Monday, October 19, 2009

Live at KSC: Atlantis Crew Flying in for Training

Update, 11:30 a.m.: All four T-38 jets have touched down. NASA TV did not interrupt its International Space Station Expedition 21 commentary for live coverage of the landings. Photos provided by Mike Brown of Florida Today.

Update: The Atlantis crew is now expected to arrive around 11:15 a.m. The Gulfstream 2 carrying crew member Leland Melvin had to turn back to Houston for unspecified reasons, so he'll arrive later.

That combined with the early Tuesday move of the Ares I-X rocket are causing managers to juggle this week's schedule for the crew's Terminal Countdown Demonstration Test training, or TCDT.

Six astronauts hoping to blast off next month on space shuttle Atlantis are due to fly in to Kennedy Space Center this morning for three days of pre-launch training.

Led by mission commander Charlie "Scorch" Hobaugh, a 47-year-old Marine colonel, the crew is expected to touch down on KSC's three-mile shuttle landing strip around 10:15 a.m. in T-38 jets and a modified Gulfstream 2.

You can watch their arrival live here - just click on the NASA TV still image at right to launch a video player.

And you can track the astronauts' arrival by clicking on the tail numbers of their aircraft: NASA901; NASA907; NASA915; and NASA923.

Joining Hobaugh will be pilot Barry "Butch" Wilmore (second from bottom) and mission specialists Randy Bresnik (left), Mike Foreman, Leland Melvin (arriving late) and Bobby Satcher (bottom).

Tentatively scheduled to launch around 4 p.m.

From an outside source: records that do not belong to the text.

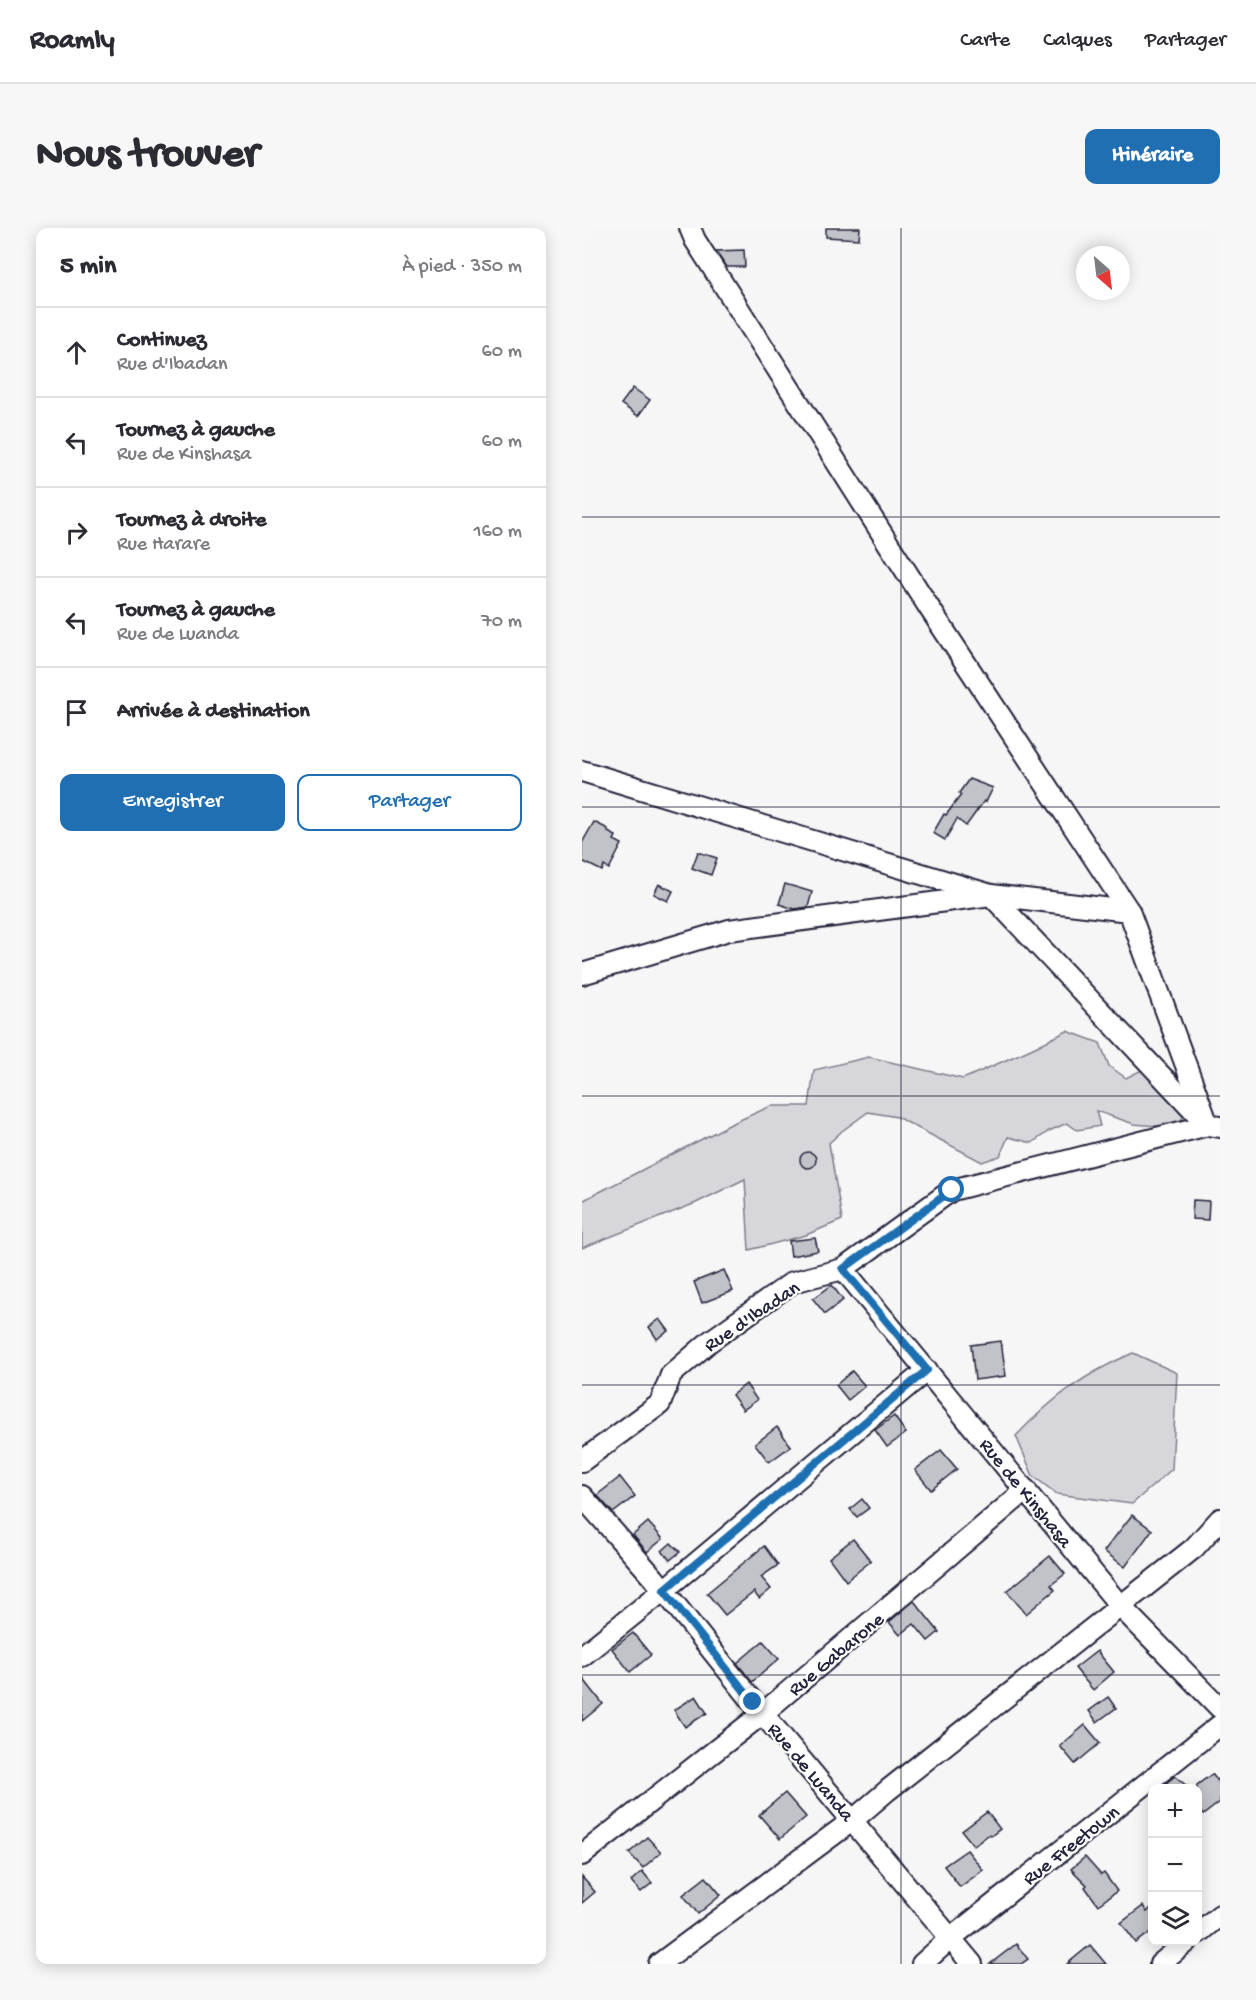 <!DOCTYPE html>
<html lang="fr">
<head>
<meta charset="utf-8">
<style>
	body { margin:0; font-family:"Gochi Hand",sans-serif; background:#f7f7f7; color:#2b2b33 }
	.controls { position:absolute; right:18px; bottom:18px; display:grid; overflow:hidden; border-radius:12px; box-shadow:0 3px 15px #0003 }
	.controls button { width:54px; height:54px; display:grid; place-items:center; padding:0; border:0; border-bottom:2px solid #e1e1e2; background:#fff; color:#2b2b33; font:30px sans-serif }
	.compass { position:absolute; left:494px; top:18px; width:54px; height:54px; border-radius:50%; background:#fff; box-shadow:0 3px 15px #0003; rotate:152deg }
	.stop { position:absolute; width:18px; height:18px; margin:-14px; border:4px solid #1f6fb2; border-radius:50%; background:#fff }
	.stop.end { background:#1f6fb2; border-color:#fff; box-shadow:0 2px 6px #0008 }
	.list { margin:0; padding:0; list-style:none }
	h2 { display:flex; justify-content:space-between; align-items:center; height:78px; margin:0; padding:0 24px; font-size:26px }
	h2 small { font-size:20px; font-weight:400; color:#7c7c81 }
	.list li { display:grid; grid-template-columns:39px 1fr auto; gap:18px; align-items:center; box-sizing:border-box; height:90px; padding:0 24px; border-top:2px solid #e1e1e2 }
	.list b { display:block; font-size:22px; white-space:nowrap }
	.list p { margin:0; font-size:20px; white-space:nowrap; color:#7c7c81 }
	.list em { font-size:20px; font-style:normal; color:#7c7c81 }
	.actions { display:flex; gap:12px; padding:18px 24px }
	.actions a { flex:1; padding:14px 0; border:2px solid #1f6fb2; border-radius:12px; text-align:center; font-size:21px; color:#1f6fb2 }
	.actions .main { background:#1f6fb2; color:#fff }
	.icon { flex:none; width:33px; height:33px; fill:none; stroke:currentColor; stroke-width:2; stroke-linecap:round; stroke-linejoin:round }
	.map { position:relative; flex:none; width:638px; height:1736px; overflow:hidden; border-radius:12px }
	header { display:flex; align-items:center; gap:36px; box-sizing:border-box; height:84px; padding:0 30px; background:#fff; border-bottom:2px solid #e1e1e2 }
	header strong { font-size:28px }
	nav { display:flex; gap:33px; margin-inline-start:auto; font-size:21px }
	.intro { display:flex; align-items:center; justify-content:space-between; box-sizing:border-box; height:144px; padding:0 36px }
	h1 { margin:0; font-size:42px }
	.button { padding:15px 27px; border-radius:12px; background:#1f6fb2; color:#fff; font-size:21px; font-weight:700 }
	main { display:flex; gap:36px; padding:0 36px }
	aside { flex:1; background:#fff; border-radius:12px; box-shadow:0 3px 15px #0003 }
	.map>svg:first-child { display:block }
	.green { fill:#d7d7db; stroke:#7c7c8b; stroke-width:1.5 }
	.building { fill:#c2c2c9; stroke:#22223b; stroke-width:1.5 }
	.lines { fill:none; stroke-linecap:round; stroke-linejoin:round }
	.minor-casing { stroke:#22223b; stroke-width:24 }
	.minor { stroke:#fff; stroke-width:20 }
	.route { stroke:#1f6fb2; stroke-width:8 }
	.grid { fill:none; stroke:#22223b; stroke-width:1.5; stroke-opacity:0.55 }
	.labels { text-anchor:middle; stroke-width:4.5; stroke-linejoin:round; paint-order:stroke }
	.street-label { font-size:20px; fill:#22223b; stroke:#fff }
</style>
</head>
<body>
<header>
<strong>Roamly</strong>
<nav><a>Carte</a><a>Calques</a><a>Partager</a></nav>
</header>
<div class="intro"><h1>Nous trouver</h1><a class="button">Itinéraire</a></div>
<main>
<aside>
<h2>5 min<small>À pied · 350 m</small></h2>
<ul class="list">
<li><svg class="icon" aria-label="ahead" viewBox="0 0 24 24"><path d="M12 20V5M6 11l6-6 6 6"/></svg><div><b>Continuez</b><p>Rue d'Ibadan</p></div><em>60 m</em></li>
<li><svg class="icon" aria-label="left" viewBox="0 0 24 24"><path d="M17 20v-9H6M10 6l-5 5 5 5"/></svg><div><b>Tournez à gauche</b><p>Rue de Kinshasa</p></div><em>60 m</em></li>
<li><svg class="icon" aria-label="right" viewBox="0 0 24 24"><path d="M7 20v-9h11M14 6l5 5-5 5"/></svg><div><b>Tournez à droite</b><p>Rue Harare</p></div><em>160 m</em></li>
<li><svg class="icon" aria-label="left" viewBox="0 0 24 24"><path d="M17 20v-9H6M10 6l-5 5 5 5"/></svg><div><b>Tournez à gauche</b><p>Rue de Luanda</p></div><em>70 m</em></li>
<li><svg class="icon" aria-label="arrive" viewBox="0 0 24 24"><path d="M6 21V4h12l-3 4 3 4H6"/></svg><div><b>Arrivée à destination</b></div></li>
</ul>
<div class="actions"><a class="main">Enregistrer</a><a>Partager</a></div>
</aside>
<div class="map">
<svg width="638" height="1736" viewBox="0 0 638 1736">
	<rect width="100%" height="100%" fill="#f6f6f7"/>
	<filter id="ink" filterUnits="userSpaceOnUse"><feTurbulence type="fractalNoise" baseFrequency=".0167" numOctaves="2"/><feDisplacementMap in="SourceGraphic" scale="12" xChannelSelector="R" yChannelSelector="G"/><feConvolveMatrix kernelMatrix="1 2 1 2 8 2 1 2 1" color-interpolation-filters="sRGB"/></filter>
	<g filter="url(#ink)">
		<!-- green -->
		<g class="green">
			<polygon points="485,803 518,815 527,838 544,850 578,833 611,859 597,900 552,896 514,883 518,898 495,902 485,895 467,903 450,915 426,909 418,928 400,934 315,889 286,884 260,903 247,915 260,992 224,1007 167,1022 163,951 114,975 0,1020 0,973 149,896 189,878 227,878 232,842 287,829 381,851 449,821"/>
			<path d="M551 1125 595 1145 590 1241 550 1276 475 1266 451 1248 434 1208C470 1170 502 1146 551 1125Z"/>
		</g>
		<!-- building -->
		<g class="building">
			<polygon points="244,0 278,0 277,11 244,9"/>
			<polygon points="162,22 163,39 145,39 134,23"/>
			<polygon points="51,160 68,172 56,188 39,176"/>
			<polygon points="387,551 411,560 404,574 402,573 384,598 375,591 363,612 351,605 362,586 364,587 379,567 377,565"/>
			<polygon points="12,594 26,601 26,604 34,608 32,612 40,616 27,641 22,638 20,643 0,633 0,615"/>
			<polygon points="116,624 135,630 129,647 110,640"/>
			<polygon points="77,656 91,663 86,673 72,666"/>
			<polygon points="203,656 230,664 226,679 212,681 197,676"/>
			<circle cx="226" cy="932" r="8"/>
			<polygon points="611,972 627,973 626,992 610,991"/>
			<polygon points="233,1010 236,1023 209,1028 207,1013"/>
			<polygon points="142,1042 151,1063 120,1075 112,1054"/>
			<polygon points="250,1057 261,1072 243,1086 231,1071"/>
			<polygon points="78,1091 87,1103 75,1111 67,1099"/>
			<polygon points="419,1113 424,1148 393,1152 389,1117"/>
			<polygon points="270,1143 283,1158 266,1172 254,1157"/>
			<polygon points="164,1156 175,1172 161,1182 150,1167"/>
			<polygon points="312,1188 324,1205 305,1219 293,1202"/>
			<polygon points="195,1199 209,1218 187,1234 173,1216"/>
			<polygon points="359,1222 375,1241 349,1262 333,1242"/>
			<polygon points="38,1249 53,1268 31,1285 15,1267"/>
			<polygon points="280,1271 287,1280 275,1289 268,1281"/>
			<polygon points="550,1287 570,1302 543,1339 522,1323"/>
			<polygon points="66,1294 81,1311 65,1324 51,1307"/>
			<polygon points="271,1311 289,1333 264,1353 247,1330"/>
			<polygon points="89,1315 98,1324 88,1332 80,1323"/>
			<polygon points="182,1318 196,1337 179,1349 189,1361 177,1371 172,1364 143,1387 125,1365"/>
			<polygon points="468,1328 483,1346 469,1357 473,1362 444,1386 425,1363"/>
			<polygon points="332,1373 357,1404 346,1413 332,1396 318,1407 307,1394"/>
			<polygon points="51,1405 69,1427 48,1444 30,1421"/>
			<polygon points="181,1413 197,1431 170,1454 155,1435"/>
			<polygon points="515,1423 532,1444 511,1462 493,1440"/>
			<polygon points="0,1449 21,1476 0,1493"/>
			<polygon points="114,1468 125,1485 103,1499 92,1482"/>
			<polygon points="526,1469 534,1480 515,1494 507,1483"/>
			<polygon points="503,1497 518,1515 493,1536 478,1518"/>
			<polygon points="630,1546 638,1556 638,1574 621,1587 615,1580 615,1557"/>
			<polygon points="593,1548 607,1560 590,1560 584,1555"/>
			<polygon points="203,1565 224,1589 198,1611 177,1587"/>
			<polygon points="405,1584 418,1601 409,1608 406,1607 392,1618 380,1603"/>
			<polygon points="65,1609 79,1624 61,1640 47,1625"/>
			<polygon points="385,1622 401,1642 378,1659 362,1638"/>
			<polygon points="503,1629 519,1647 522,1645 535,1663 516,1677 503,1659 505,1657 489,1641"/>
			<polygon points="60,1643 70,1655 59,1664 49,1653"/>
			<polygon points="0,1649 13,1664 0,1675"/>
			<polygon points="124,1649 139,1667 116,1686 101,1667"/>
			<polygon points="561,1678 565,1684 570,1679 570,1703 554,1715 539,1695"/>
			<polygon points="434,1716 446,1731 439,1736 408,1736"/>
			<polygon points="508,1717 524,1736 485,1736"/>
		</g>
		<g class="lines">
			<defs>
				<g id="minor">
					<polyline points="108,0 113,12 348,381 547,683 626,897"/>
					<polyline points="0,543 409,667 547,683"/>
					<polyline points="0,746 147,702 409,667 620,891"/>
					<polyline points="261,1041 539,1379 638,1480"/>
					<polyline points="0,1233 78,1176 89,1147 127,1114 211,1054 261,1041 370,962 626,897 638,899"/>
					<polyline points="0,1268 72,1350 171,1474 390,1736"/>
					<polyline points="0,1428 82,1362 345,1142"/>
					<polyline points="0,1627 180,1486 444,1262"/>
					<polyline points="616,1705 638,1687"/>
					<polyline points="77,1736 271,1592 306,1562 612,1320 638,1291"/>
					<polyline points="340,1736 369,1710 638,1497"/>
					<polyline points="578,1736 605,1714"/>
				</g>
			</defs>
			<!-- minor casing -->
			<use href="#minor" class="minor-casing"/>
			<!-- minor -->
			<use href="#minor" class="minor"/>
		</g>
	</g>
	<g class="lines" filter="url(#ink)">
		<!-- route -->
		<polyline class="route" points="171,1474 82,1362 345,1142 261,1041 370,962"/>
	</g>
	<!-- grid -->
	<path class="grid" d="M319 0V1736M0 289H638M0 579H638M0 868H638M0 1157H638M0 1447H638"/>
	<g class="labels">
		<!-- street labels -->
		<g class="street-label">
			<text transform="translate(169 1087) rotate(-34)" y="7">Rue d'Ibadan</text>
			<text transform="translate(445 1264) rotate(51)" y="7">Rue de Kinshasa</text>
			<text transform="translate(253 1425) rotate(-40)" y="7">Rue Gabarone</text>
			<text transform="translate(230 1543) rotate(50)" y="7">Rue de Luanda</text>
			<text transform="translate(488 1616) rotate(-38)" y="7">Rue Freetown</text>
		</g>
	</g>
</svg>
<div class="controls">
<button>+</button>
<button>−</button>
<button><svg class="icon" aria-label="layers" viewBox="0 0 24 24"><path d="M12 4l9 5-9 5-9-5zM3 14l9 5 9-5"/></svg></button>
</div>
<svg class="compass" viewBox="-18 -18 36 36"><path d="M0-13l5 13h-10z" fill="#e53935"/><path d="M0 13l5-13h-10z" fill="#7c7c81"/></svg>
<div class="stop" style="left:370px;top:962px"></div>
<div class="stop end" style="left:171px;top:1474px"></div>
</div>
</main>
</body>
</html>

Nov. 12, the crew will go through a full launch countdown dress rehearsal on Wednesday and practice emergency escape procedures at pad 39A.

On Tuesday morning, the astronauts - three veterans and three rookies - are scheduled to answer questions from reporters at the launch pad.

That would take place a short time after NASA plans to roll the Ares I-X test flight rocket from the Vehicle Assembly Building to pad 39B, about a mile northwest of shuttle Atlantis on pad 39A, as the crow flies.



The rocket's "rollout" is scheduled to begin at 12:01 a.m. and take about seven hours.

The Atlantis crew will deliver spare parts to the International Space Station during a planned 11-day mission including three spacewalks.

The crew will grow to seven on the way home, when former KSC engineer Nicole Stott boards the shuttle to end a three-month tour as a station flight engineer.